What is expected
Transcription, pictures excluded: write out the data below exactly.

Working data
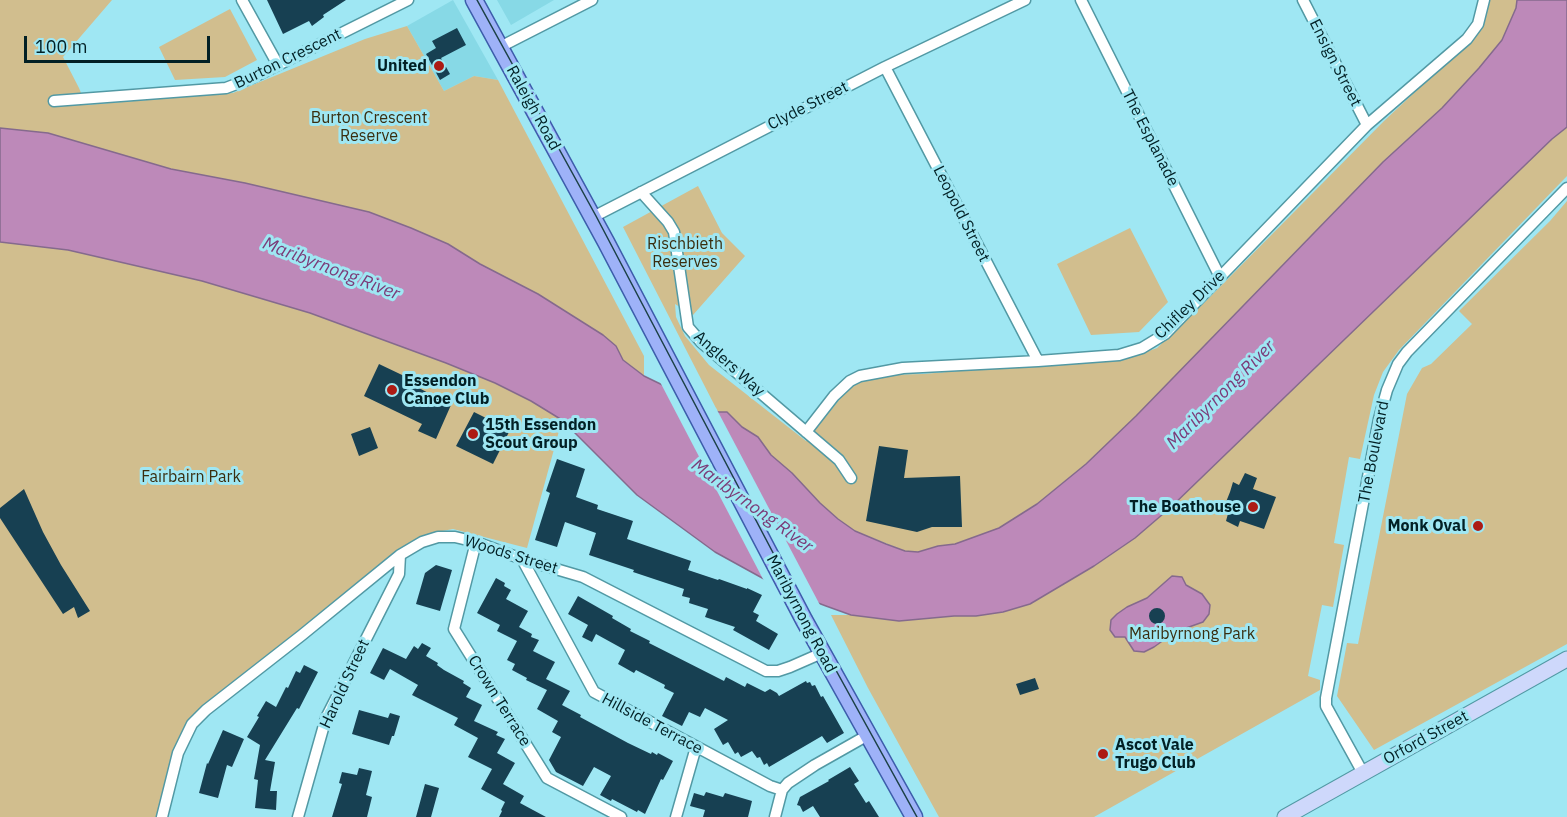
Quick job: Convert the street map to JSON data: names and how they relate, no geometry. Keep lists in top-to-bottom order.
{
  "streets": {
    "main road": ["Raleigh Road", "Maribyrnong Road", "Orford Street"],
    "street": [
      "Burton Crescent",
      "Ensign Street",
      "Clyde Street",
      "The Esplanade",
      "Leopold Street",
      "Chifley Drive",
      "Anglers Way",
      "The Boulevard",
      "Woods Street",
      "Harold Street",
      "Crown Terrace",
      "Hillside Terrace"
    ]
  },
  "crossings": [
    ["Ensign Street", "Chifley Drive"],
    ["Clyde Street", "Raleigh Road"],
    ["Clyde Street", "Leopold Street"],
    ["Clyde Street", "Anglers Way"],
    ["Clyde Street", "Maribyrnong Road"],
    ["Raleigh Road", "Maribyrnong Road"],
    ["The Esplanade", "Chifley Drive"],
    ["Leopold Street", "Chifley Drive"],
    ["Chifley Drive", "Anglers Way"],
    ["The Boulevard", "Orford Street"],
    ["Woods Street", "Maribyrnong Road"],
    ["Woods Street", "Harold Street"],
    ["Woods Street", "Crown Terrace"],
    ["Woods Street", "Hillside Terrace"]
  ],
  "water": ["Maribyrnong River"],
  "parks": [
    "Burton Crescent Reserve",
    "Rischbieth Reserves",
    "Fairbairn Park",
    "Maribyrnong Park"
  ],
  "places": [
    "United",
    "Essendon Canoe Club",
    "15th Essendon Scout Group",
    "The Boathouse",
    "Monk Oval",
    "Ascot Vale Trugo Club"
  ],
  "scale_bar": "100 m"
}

Exercise response
Quick job: Convert the street map to JSON data: names and how they relate, no geometry. Keep lists in top-to-bottom order.
{
  "streets": {
    "main road": ["Raleigh Road", "Maribyrnong Road", "Orford Street"],
    "street": [
      "Burton Crescent",
      "Ensign Street",
      "Clyde Street",
      "The Esplanade",
      "Leopold Street",
      "Chifley Drive",
      "Anglers Way",
      "The Boulevard",
      "Woods Street",
      "Harold Street",
      "Crown Terrace",
      "Hillside Terrace"
    ]
  },
  "crossings": [
    ["Ensign Street", "Chifley Drive"],
    ["Clyde Street", "Raleigh Road"],
    ["Clyde Street", "Leopold Street"],
    ["Clyde Street", "Anglers Way"],
    ["Clyde Street", "Maribyrnong Road"],
    ["Raleigh Road", "Maribyrnong Road"],
    ["The Esplanade", "Chifley Drive"],
    ["Leopold Street", "Chifley Drive"],
    ["Chifley Drive", "Anglers Way"],
    ["The Boulevard", "Orford Street"],
    ["Woods Street", "Maribyrnong Road"],
    ["Woods Street", "Harold Street"],
    ["Woods Street", "Crown Terrace"],
    ["Woods Street", "Hillside Terrace"]
  ],
  "water": ["Maribyrnong River"],
  "parks": [
    "Burton Crescent Reserve",
    "Rischbieth Reserves",
    "Fairbairn Park",
    "Maribyrnong Park"
  ],
  "places": [
    "United",
    "Essendon Canoe Club",
    "15th Essendon Scout Group",
    "The Boathouse",
    "Monk Oval",
    "Ascot Vale Trugo Club"
  ],
  "scale_bar": "100 m"
}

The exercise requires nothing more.